[EXERCISE OBJECTIVE] Look through the records below and copy each line that includes the word "symbols".

DATA SUPPLIED START

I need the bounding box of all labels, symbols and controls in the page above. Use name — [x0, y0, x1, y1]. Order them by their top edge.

DATA SUPPLIED END
DATA SUPPLIED START

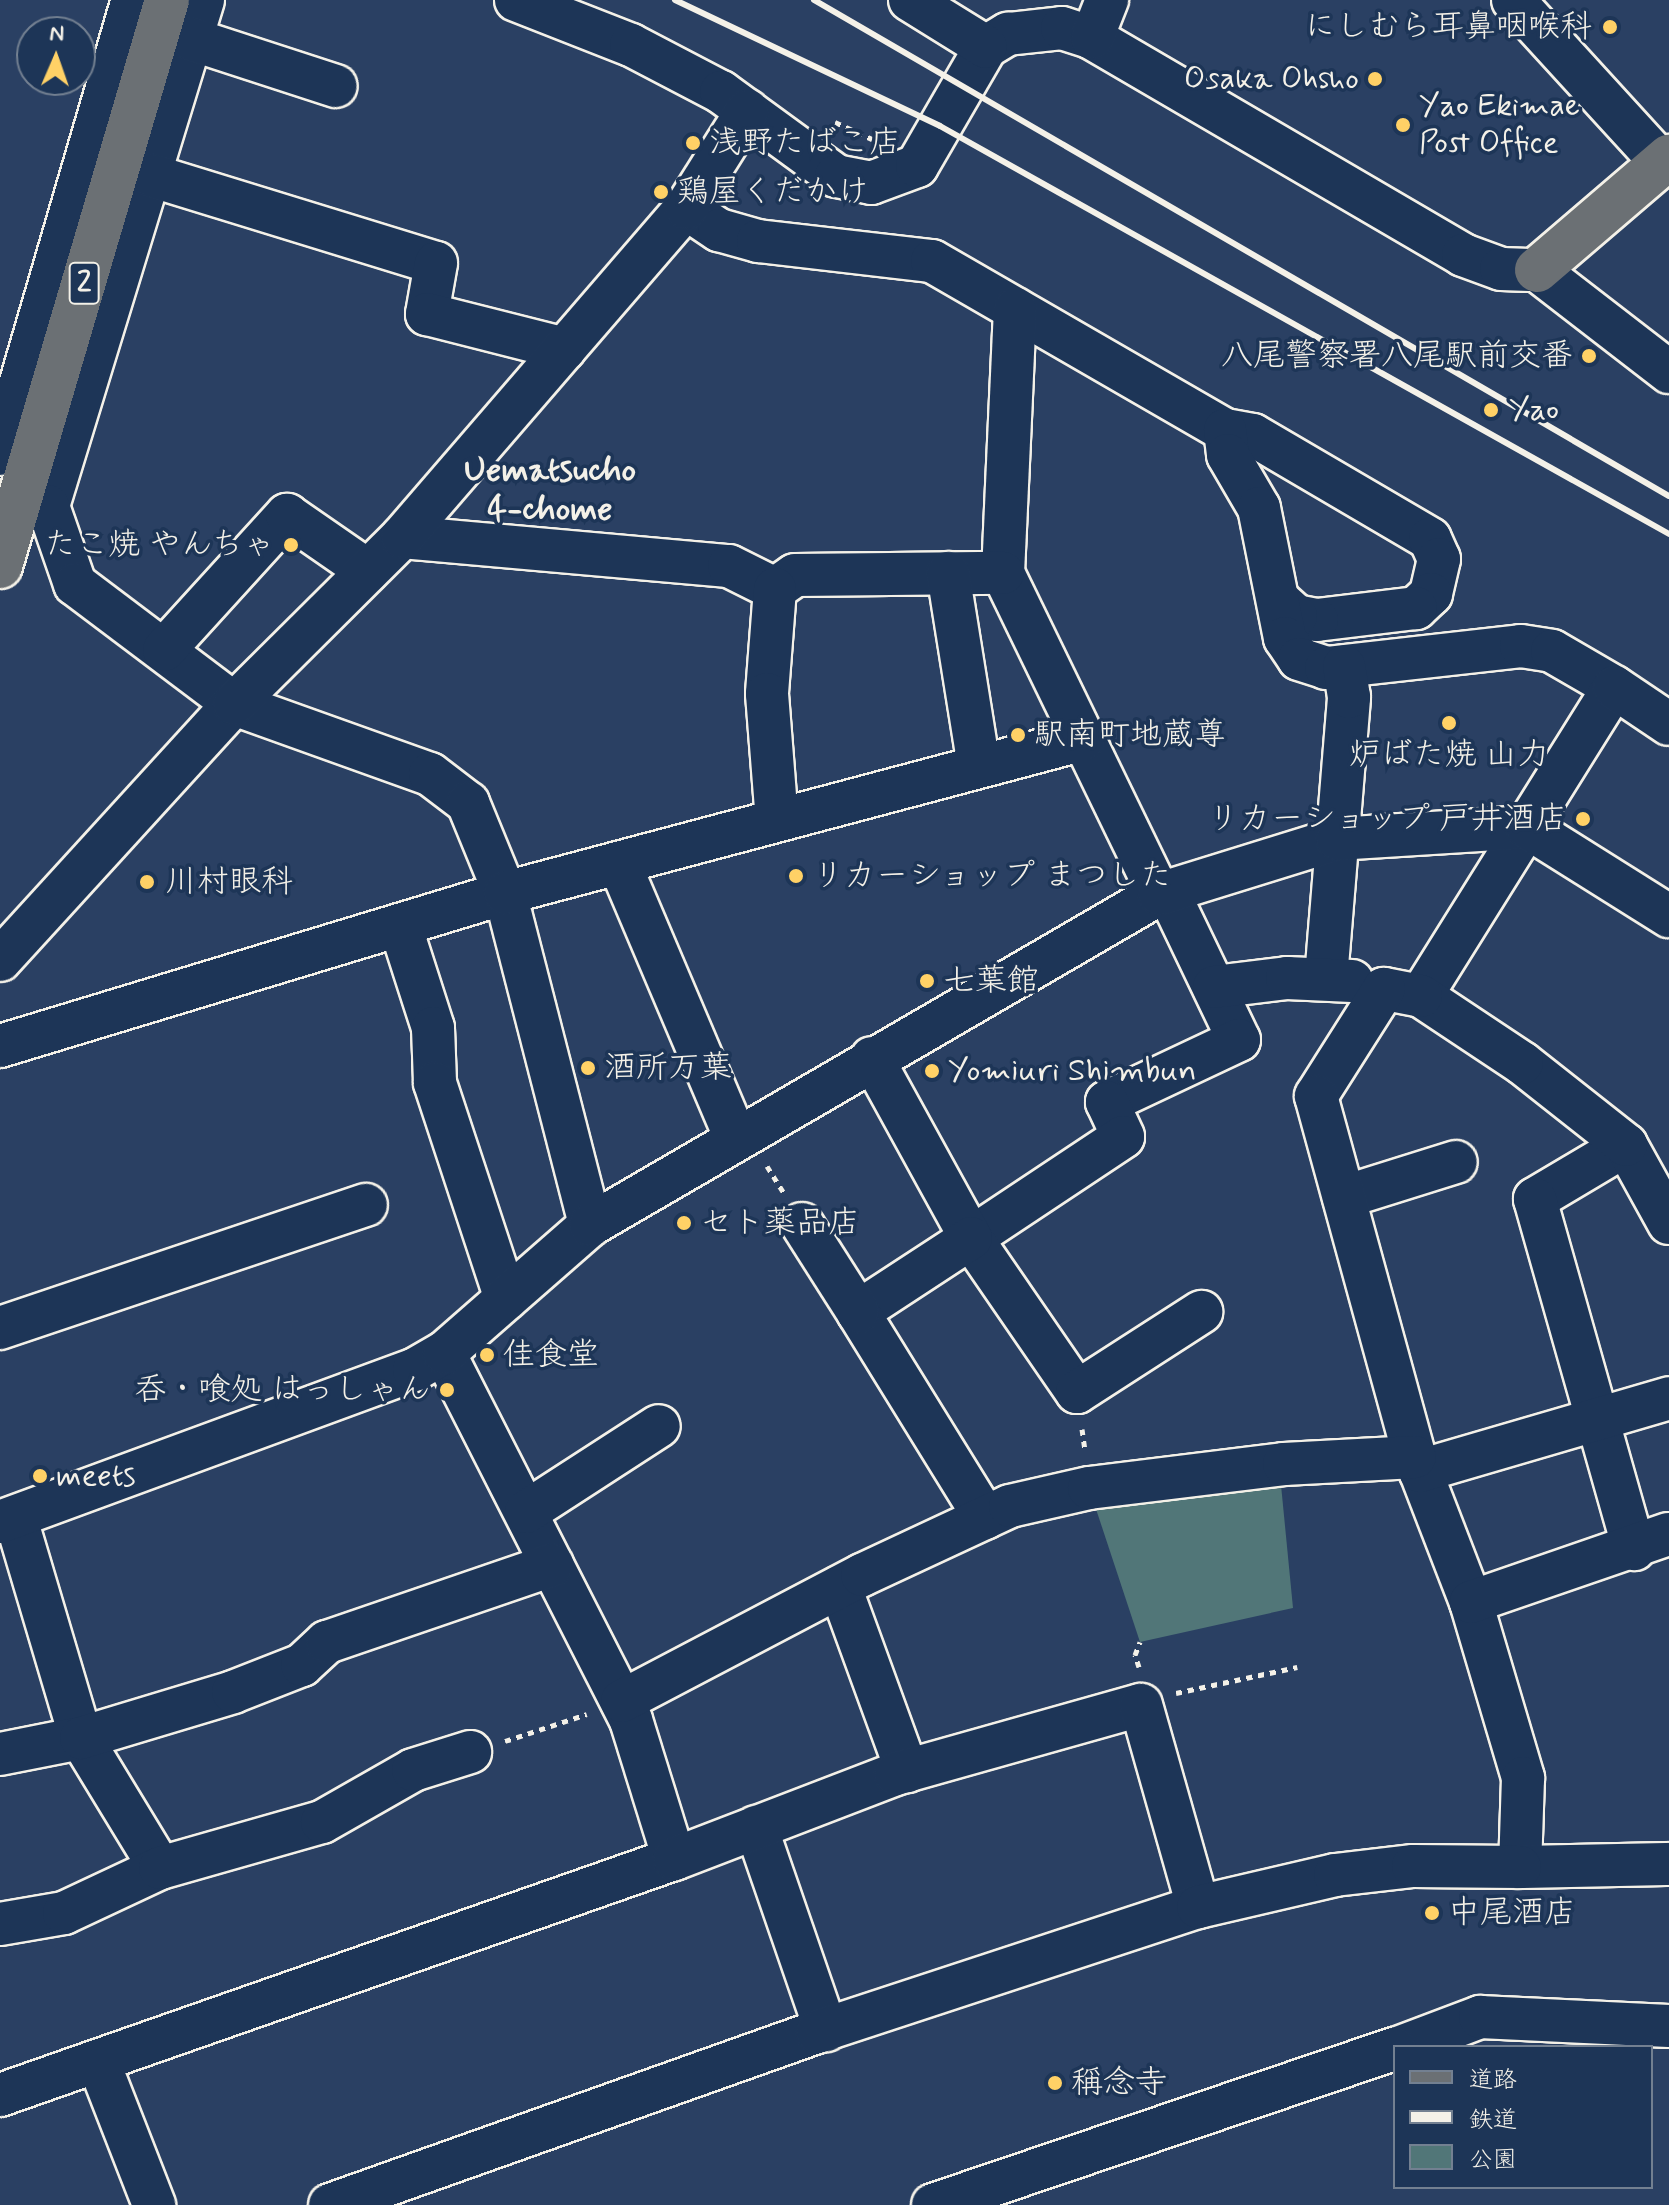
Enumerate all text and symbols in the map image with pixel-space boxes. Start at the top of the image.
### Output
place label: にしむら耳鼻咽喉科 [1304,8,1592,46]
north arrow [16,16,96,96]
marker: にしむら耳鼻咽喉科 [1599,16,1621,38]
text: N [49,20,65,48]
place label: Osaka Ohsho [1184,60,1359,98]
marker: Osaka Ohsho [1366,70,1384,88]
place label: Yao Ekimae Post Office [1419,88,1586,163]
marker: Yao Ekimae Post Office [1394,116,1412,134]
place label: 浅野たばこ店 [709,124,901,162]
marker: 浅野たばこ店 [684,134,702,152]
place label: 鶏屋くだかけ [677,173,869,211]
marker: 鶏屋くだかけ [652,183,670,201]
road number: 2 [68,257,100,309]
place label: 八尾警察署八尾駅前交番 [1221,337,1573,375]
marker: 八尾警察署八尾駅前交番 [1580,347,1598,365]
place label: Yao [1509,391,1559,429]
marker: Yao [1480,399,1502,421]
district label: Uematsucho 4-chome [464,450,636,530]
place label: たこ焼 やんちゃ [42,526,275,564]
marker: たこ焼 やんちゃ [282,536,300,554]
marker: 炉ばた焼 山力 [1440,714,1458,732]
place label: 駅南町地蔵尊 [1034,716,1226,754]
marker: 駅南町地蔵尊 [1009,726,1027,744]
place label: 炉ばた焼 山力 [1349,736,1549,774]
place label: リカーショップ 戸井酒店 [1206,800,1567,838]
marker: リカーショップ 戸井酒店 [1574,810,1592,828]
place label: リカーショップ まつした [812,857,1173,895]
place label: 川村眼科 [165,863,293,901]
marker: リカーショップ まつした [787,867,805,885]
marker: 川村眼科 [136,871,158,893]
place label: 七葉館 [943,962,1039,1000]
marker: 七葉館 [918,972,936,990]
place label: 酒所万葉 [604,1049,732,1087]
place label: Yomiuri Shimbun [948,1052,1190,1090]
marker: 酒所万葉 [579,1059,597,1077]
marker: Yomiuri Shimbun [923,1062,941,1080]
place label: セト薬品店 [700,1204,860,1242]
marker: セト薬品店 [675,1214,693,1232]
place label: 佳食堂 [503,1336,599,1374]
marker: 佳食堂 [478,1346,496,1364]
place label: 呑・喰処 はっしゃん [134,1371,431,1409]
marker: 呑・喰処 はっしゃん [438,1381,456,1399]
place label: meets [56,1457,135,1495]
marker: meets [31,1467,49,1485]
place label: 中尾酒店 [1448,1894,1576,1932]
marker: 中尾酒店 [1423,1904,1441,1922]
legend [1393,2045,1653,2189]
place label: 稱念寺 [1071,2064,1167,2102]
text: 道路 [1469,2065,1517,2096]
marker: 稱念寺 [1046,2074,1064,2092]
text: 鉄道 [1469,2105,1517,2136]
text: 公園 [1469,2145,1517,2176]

DATA SUPPLIED END
DATA SUPPLIED START

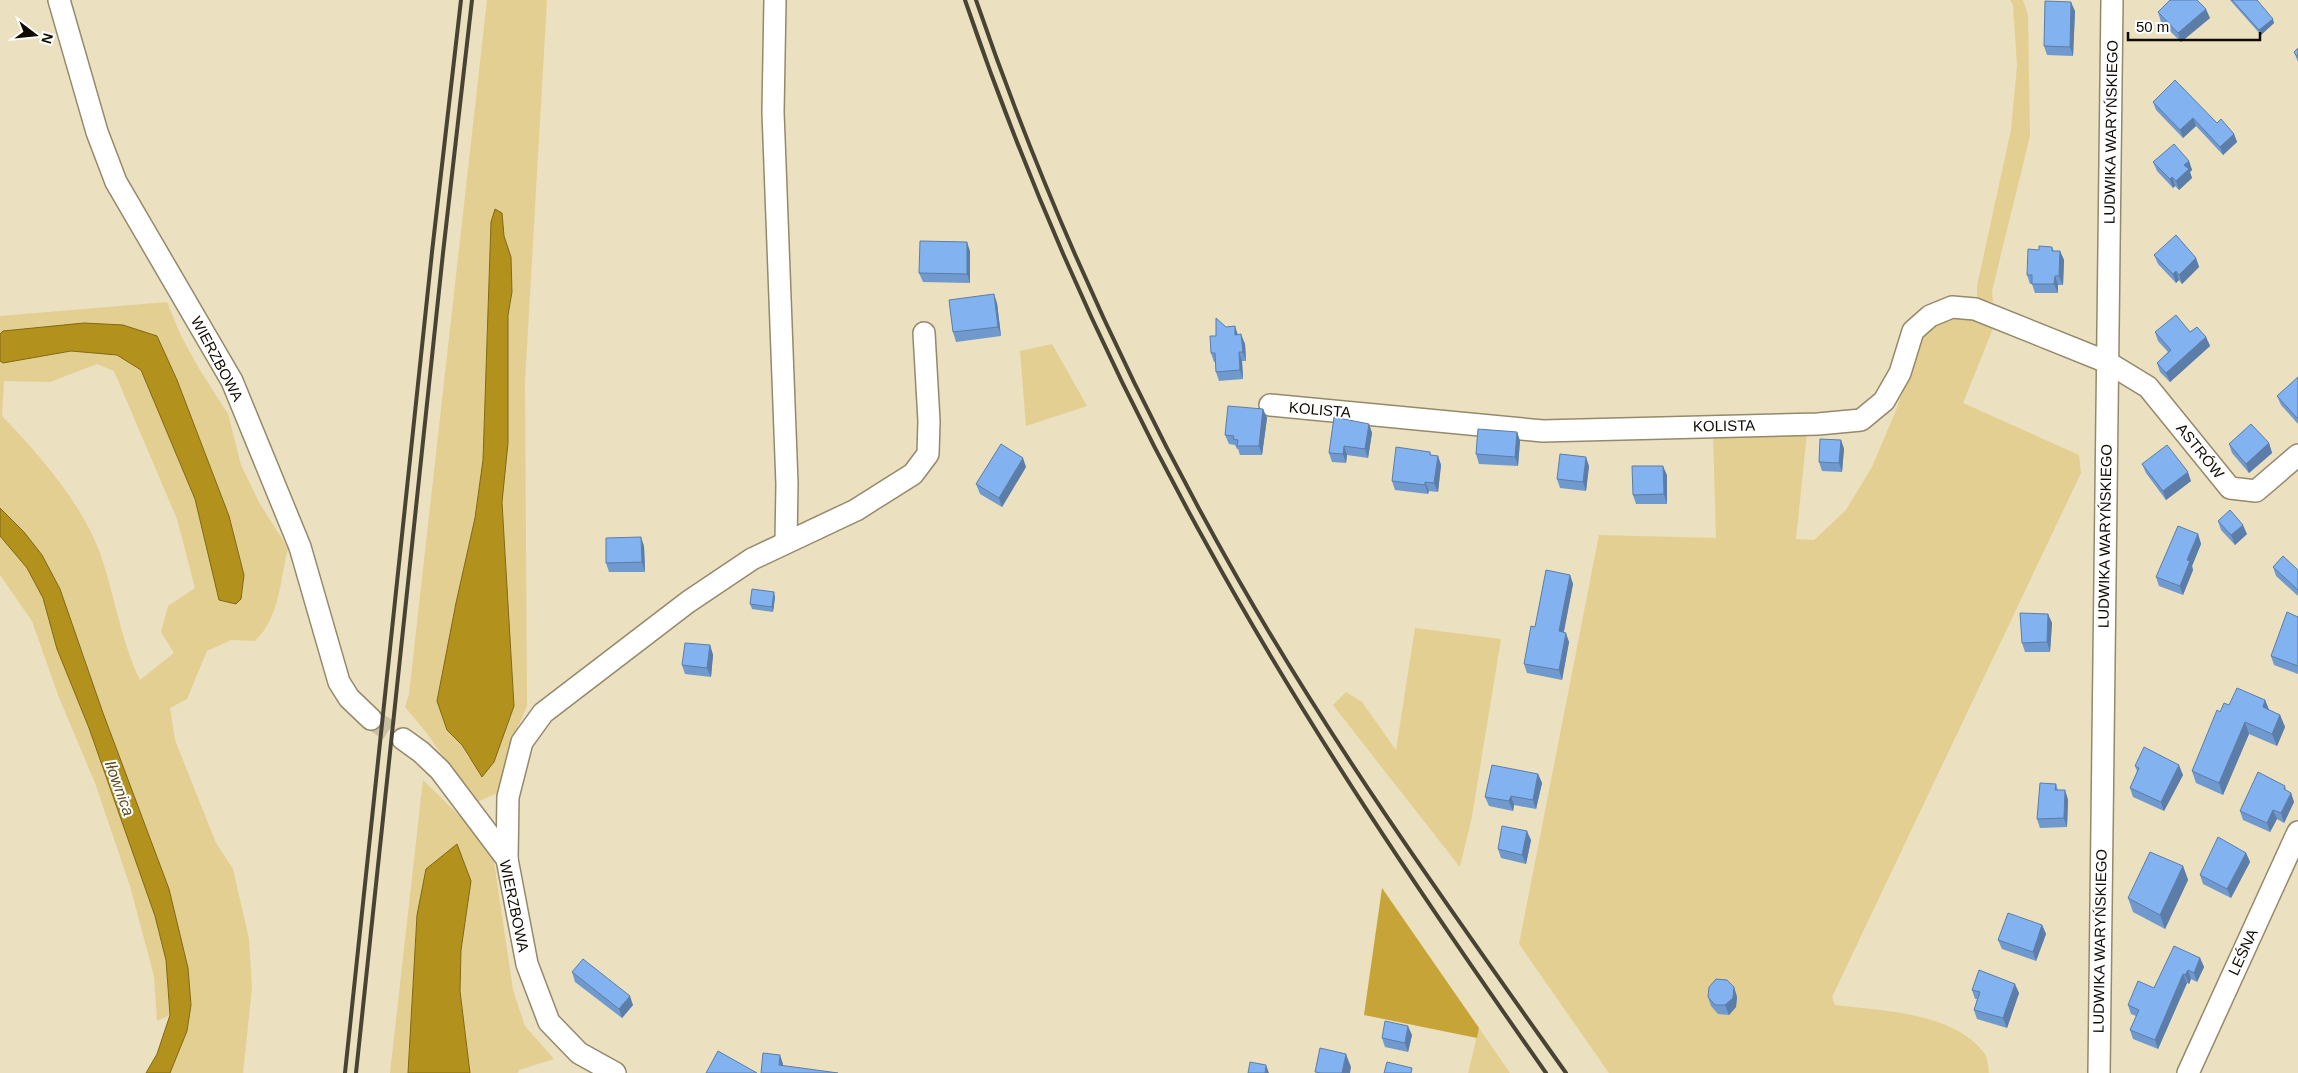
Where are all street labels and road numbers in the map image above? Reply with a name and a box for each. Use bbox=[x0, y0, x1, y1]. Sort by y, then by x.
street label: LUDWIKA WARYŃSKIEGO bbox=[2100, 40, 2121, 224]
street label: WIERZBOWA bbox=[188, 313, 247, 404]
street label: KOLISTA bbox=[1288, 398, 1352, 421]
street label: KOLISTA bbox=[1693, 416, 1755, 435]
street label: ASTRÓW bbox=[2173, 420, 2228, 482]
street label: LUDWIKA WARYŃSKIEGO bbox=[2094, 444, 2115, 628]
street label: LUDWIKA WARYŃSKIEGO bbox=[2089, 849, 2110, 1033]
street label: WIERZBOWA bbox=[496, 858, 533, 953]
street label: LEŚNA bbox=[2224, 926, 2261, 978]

DATA SUPPLIED END

[OUTPUT OF THE TASK]
I need the bounding box of all labels, symbols and controls in the page above. Use name — [x0, y0, x1, y1]. Order them by their top edge.
Enumerate all text and symbols in the map image with pixel-space boxes. Start at the top of the image.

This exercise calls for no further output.